O al hacerse viejo se le funden a uno los recuerdos con la infancia o los líderes políticos actuales tienen mucho de Iznogud. El personaje que crearon Rene Goscinny y Jean Tabary tenía solo un objetivo en esta vida, "ser califa en lugar del califa", y daba vueltas en círculo desesperado, tramando y volviendo a desear solo una cosa "ser califa en lugar del califa". En muchas de las apariciones de políticos en esta acumulación de elecciones que hemos superado este año, las viñetas de Iznogud se me intercambiaban con las imágenes televisivas, aunque esto no tiene nada de original, porque el personaje pegó tan fuerte que forma parte de la cultura popular y se ha utilizado hasta la saciedad en columnas y artículos políticos. Está, de hecho, insertado en el lenguaje.
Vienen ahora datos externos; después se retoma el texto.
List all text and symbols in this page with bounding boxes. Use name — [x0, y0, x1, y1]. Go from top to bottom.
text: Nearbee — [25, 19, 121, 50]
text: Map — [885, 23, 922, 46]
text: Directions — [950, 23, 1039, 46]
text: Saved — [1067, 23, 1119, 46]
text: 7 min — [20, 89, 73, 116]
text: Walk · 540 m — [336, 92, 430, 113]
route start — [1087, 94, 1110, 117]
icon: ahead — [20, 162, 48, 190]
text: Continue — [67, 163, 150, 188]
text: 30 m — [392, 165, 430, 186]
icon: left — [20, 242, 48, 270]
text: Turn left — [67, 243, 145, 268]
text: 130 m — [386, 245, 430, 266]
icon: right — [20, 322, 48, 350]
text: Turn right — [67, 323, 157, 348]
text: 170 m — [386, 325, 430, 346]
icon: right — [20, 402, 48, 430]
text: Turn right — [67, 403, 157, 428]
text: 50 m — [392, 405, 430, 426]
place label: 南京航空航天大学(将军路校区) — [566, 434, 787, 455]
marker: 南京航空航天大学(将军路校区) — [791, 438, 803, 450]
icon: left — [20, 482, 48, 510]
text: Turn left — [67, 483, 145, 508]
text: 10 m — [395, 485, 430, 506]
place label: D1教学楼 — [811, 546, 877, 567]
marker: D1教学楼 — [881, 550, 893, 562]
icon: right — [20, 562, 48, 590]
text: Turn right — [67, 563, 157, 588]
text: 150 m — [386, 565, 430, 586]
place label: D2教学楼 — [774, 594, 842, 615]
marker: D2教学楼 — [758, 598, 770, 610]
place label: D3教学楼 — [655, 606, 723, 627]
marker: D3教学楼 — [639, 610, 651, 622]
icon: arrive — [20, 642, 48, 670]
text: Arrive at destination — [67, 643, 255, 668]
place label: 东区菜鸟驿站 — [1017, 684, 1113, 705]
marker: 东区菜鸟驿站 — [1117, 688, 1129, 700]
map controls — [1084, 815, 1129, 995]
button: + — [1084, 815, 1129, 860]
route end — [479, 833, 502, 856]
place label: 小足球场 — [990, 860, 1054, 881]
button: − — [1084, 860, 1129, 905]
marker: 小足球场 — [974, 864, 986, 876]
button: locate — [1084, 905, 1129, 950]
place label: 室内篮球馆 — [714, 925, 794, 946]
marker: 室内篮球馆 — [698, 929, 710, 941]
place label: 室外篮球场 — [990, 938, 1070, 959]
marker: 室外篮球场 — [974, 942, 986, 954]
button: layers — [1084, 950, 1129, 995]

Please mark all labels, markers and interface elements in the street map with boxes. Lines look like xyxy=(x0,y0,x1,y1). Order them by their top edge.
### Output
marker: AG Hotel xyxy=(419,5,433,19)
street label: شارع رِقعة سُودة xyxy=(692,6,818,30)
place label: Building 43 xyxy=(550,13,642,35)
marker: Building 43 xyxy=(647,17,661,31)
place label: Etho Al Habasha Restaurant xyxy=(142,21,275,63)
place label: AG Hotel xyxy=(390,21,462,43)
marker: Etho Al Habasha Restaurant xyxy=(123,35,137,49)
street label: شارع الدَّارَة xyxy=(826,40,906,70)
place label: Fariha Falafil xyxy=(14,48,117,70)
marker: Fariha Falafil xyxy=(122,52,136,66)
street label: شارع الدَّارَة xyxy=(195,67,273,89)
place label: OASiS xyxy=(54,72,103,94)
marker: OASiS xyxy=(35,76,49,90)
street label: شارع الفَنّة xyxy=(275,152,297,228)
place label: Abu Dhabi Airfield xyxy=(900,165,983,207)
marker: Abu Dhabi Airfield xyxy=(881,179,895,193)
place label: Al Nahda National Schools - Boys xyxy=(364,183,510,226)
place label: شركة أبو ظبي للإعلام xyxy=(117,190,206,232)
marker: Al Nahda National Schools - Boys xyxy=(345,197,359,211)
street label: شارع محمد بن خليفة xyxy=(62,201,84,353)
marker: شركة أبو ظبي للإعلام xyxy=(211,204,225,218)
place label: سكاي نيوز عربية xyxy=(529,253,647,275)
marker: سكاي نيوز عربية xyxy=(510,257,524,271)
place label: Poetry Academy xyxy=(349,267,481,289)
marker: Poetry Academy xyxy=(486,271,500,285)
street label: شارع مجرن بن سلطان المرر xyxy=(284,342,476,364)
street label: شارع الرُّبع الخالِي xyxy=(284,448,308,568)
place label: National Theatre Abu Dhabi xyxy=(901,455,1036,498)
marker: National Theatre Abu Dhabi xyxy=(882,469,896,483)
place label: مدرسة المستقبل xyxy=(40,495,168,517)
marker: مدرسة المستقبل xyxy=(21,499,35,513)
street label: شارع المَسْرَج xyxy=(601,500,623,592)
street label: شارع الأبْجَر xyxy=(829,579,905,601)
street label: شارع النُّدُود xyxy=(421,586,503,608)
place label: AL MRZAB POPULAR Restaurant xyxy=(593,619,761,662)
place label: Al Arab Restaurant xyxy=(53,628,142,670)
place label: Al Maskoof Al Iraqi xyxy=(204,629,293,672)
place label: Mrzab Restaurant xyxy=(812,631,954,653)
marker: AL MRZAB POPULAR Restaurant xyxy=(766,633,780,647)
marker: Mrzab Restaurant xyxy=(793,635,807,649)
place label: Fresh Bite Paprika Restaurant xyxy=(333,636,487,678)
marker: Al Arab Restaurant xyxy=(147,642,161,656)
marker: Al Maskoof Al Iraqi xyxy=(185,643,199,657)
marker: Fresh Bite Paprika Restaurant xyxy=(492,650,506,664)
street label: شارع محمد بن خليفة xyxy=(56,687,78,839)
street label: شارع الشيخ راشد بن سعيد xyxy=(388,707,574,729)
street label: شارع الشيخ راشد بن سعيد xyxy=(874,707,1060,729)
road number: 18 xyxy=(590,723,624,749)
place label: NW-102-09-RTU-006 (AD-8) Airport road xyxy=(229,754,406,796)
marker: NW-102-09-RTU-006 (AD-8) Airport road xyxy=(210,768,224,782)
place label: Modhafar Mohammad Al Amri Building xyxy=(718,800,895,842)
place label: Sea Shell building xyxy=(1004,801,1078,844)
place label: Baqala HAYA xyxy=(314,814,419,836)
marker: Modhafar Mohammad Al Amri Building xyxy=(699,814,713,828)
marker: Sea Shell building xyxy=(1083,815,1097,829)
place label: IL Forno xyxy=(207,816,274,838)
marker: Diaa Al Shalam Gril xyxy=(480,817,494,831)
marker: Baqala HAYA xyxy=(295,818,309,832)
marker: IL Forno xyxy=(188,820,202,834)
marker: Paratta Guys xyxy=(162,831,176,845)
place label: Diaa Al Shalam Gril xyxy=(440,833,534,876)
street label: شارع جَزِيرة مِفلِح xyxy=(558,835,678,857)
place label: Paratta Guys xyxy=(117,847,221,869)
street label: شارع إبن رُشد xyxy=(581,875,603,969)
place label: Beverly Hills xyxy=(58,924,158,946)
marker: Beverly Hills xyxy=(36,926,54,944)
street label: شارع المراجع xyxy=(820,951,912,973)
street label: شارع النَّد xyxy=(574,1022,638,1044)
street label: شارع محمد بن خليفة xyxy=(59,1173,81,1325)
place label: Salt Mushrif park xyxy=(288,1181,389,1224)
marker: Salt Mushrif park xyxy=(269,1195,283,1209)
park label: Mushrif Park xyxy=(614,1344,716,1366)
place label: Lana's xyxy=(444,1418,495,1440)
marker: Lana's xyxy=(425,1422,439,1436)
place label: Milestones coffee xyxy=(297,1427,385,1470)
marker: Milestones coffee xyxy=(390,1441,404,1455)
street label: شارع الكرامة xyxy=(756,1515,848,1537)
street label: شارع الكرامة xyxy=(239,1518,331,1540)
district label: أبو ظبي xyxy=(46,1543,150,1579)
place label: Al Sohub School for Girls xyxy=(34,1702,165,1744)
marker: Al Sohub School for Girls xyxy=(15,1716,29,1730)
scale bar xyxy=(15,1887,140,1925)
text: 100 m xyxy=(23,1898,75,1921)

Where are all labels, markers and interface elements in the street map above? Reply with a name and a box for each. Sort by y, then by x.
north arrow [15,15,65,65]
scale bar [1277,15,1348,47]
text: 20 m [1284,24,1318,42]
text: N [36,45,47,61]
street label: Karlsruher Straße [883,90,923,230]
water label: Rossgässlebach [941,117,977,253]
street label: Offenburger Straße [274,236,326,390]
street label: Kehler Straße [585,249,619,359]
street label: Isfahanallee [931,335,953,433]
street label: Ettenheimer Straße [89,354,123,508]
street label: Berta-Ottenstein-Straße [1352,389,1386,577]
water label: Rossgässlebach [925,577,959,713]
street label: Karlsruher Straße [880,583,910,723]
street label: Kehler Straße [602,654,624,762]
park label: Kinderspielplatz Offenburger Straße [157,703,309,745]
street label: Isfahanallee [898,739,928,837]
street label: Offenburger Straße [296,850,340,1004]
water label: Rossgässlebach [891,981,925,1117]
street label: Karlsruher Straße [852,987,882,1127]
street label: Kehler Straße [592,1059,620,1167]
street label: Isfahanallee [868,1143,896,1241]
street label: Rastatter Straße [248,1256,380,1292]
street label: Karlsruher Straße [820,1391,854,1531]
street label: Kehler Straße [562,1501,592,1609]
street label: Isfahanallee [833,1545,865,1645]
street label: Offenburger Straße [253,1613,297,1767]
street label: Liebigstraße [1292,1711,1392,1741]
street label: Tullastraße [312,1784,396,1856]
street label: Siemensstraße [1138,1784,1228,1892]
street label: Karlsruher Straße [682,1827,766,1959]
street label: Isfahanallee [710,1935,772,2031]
Actualmente, no es extraño encontrar a lectores que experimenten sentimientos encontrados con esta historieta ambientada en Oriente Próximo. Entre esos niños lectores de Bruguera, donde apareció en sus publicaciones como la revista Mortadelo, o de los que eran fieles a El Pequeño País, no era muy popular. Era la historieta que todo el mundo conocía, pero que a prácticamente nadie le gustaba. Aburría y no se llegaba a comprender.
Sin embargo, con esa generación un poco más mayor, al crecer solo un poco, la cosa cambió cuando caían en sus manos los tomos que sacó Grijalbo. Se convertía en un relato apasionante, un cómic con un humor amable de tintes surrealistas que no se parecía absolutamente a nada. No había cambiado, pero con un pelín de madurez más del joven lector, entraba que daba gusto cuando unos años antes resultaba insoportable.